Sony VAIO
Sony to sell its PC business.sony.com

Sony is bidding goodbye to its long-cherished PC business - Vaio - due to poor performance. The company will now be focusing solely on its TV business, which it plans to turn it into a standalone entity by June 2014.

Sony has been in talks with an investment fund - Japan Industrial Partners - and now the deal has been confirmed, said the company in a press release. The deal will be finalised by the end of March, according to Nikkei. The deal could be close to 50 billion yen ($490 million), reported TechCrunch.

"As a part of the business transfer to JIP, Sony will cease planning, design and development of PC products. Manufacturing and sales will also be discontinued after the Spring 2014 lineup to be launched globally," said the company. However, it promised that its customers will get after sales service.

This deal will lead to job cuts, estimated to about 5000 around the world (1,500 in Japan, 3,500 overseas) by the end of this fiscal year.

Sony has said that it expects an annual loss of 110 billion yen (about $1.1 billion) for all of 2013, from a profit of 30 billion yen.

Further, the company has said it will turn its TV operations into a standalone unit. "Sony has decided to split out the TV business and operate it as a wholly-owned subsidiary. The targeted timeframe for this transition is July 2014," said the statement.
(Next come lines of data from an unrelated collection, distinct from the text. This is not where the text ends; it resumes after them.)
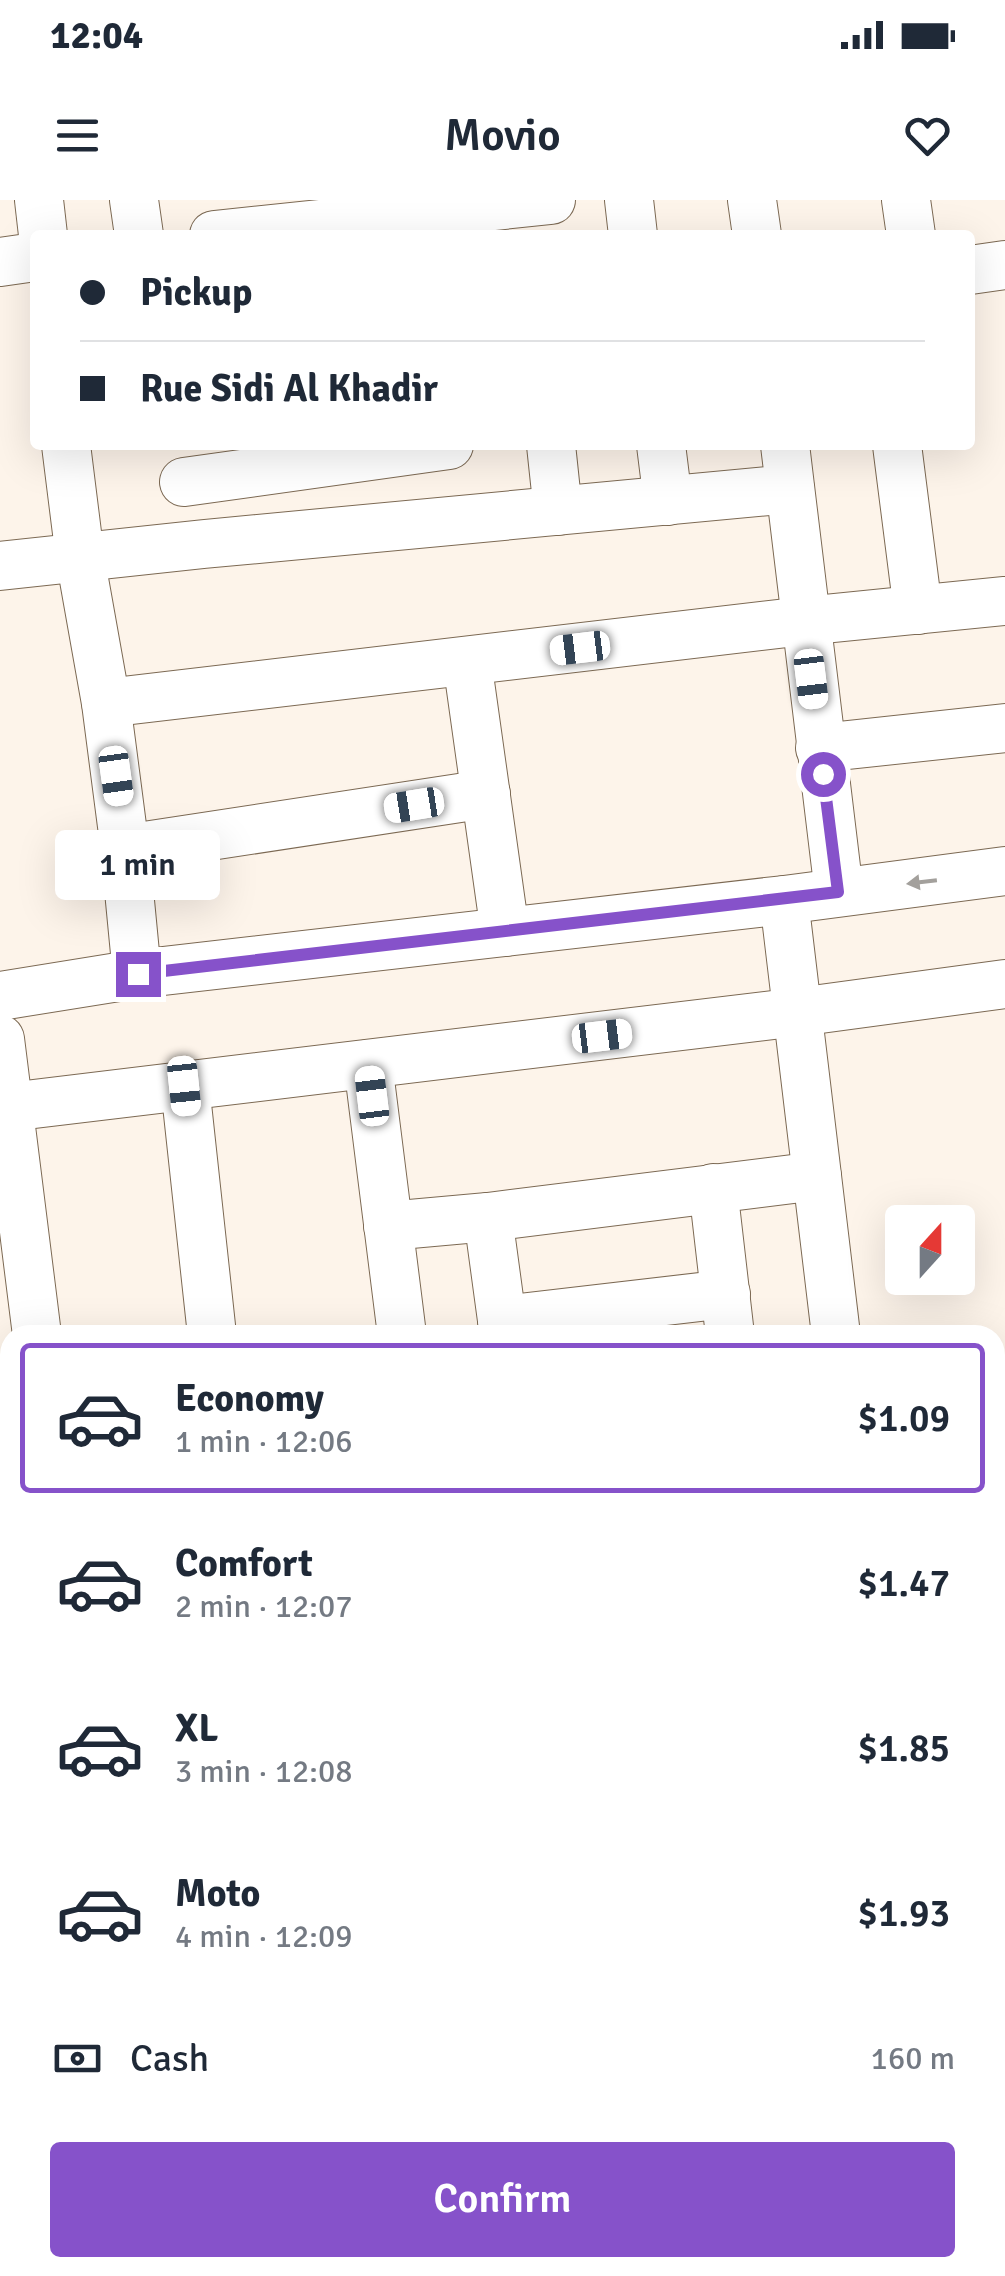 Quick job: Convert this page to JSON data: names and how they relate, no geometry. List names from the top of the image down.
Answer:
{
  "north": "top",
  "page": {
    "status": "12:04",
    "header": "Movio",
    "banner": ["Pickup", "Rue Sidi Al Khadir"],
    "bubble": "1 min",
    "list": [
      {
        "name": "Economy",
        "note": "1 min · 12:06",
        "value": "$1.09"
      },
      {
        "name": "Comfort",
        "note": "2 min · 12:07",
        "value": "$1.47"
      },
      {
        "name": "XL",
        "note": "3 min · 12:08",
        "value": "$1.85"
      },
      {
        "name": "Moto",
        "note": "4 min · 12:09",
        "value": "$1.93"
      }
    ],
    "pay": ["Cash", "160 m"],
    "buttons": "Confirm"
  }
}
By these measures the company wants to "enhance its TV business" profit structure and return the business to profitability during FY14.

The Vaio brand was established in 1996, and in 2013 the company shipped close to 600,000 units, according to IDC estimates.

Sony will not be the first Japanese company to exit the PC business. In 2011, NEC, which was a top domestic PC brand of Japan, sold its business to Lenovo, reported CNET.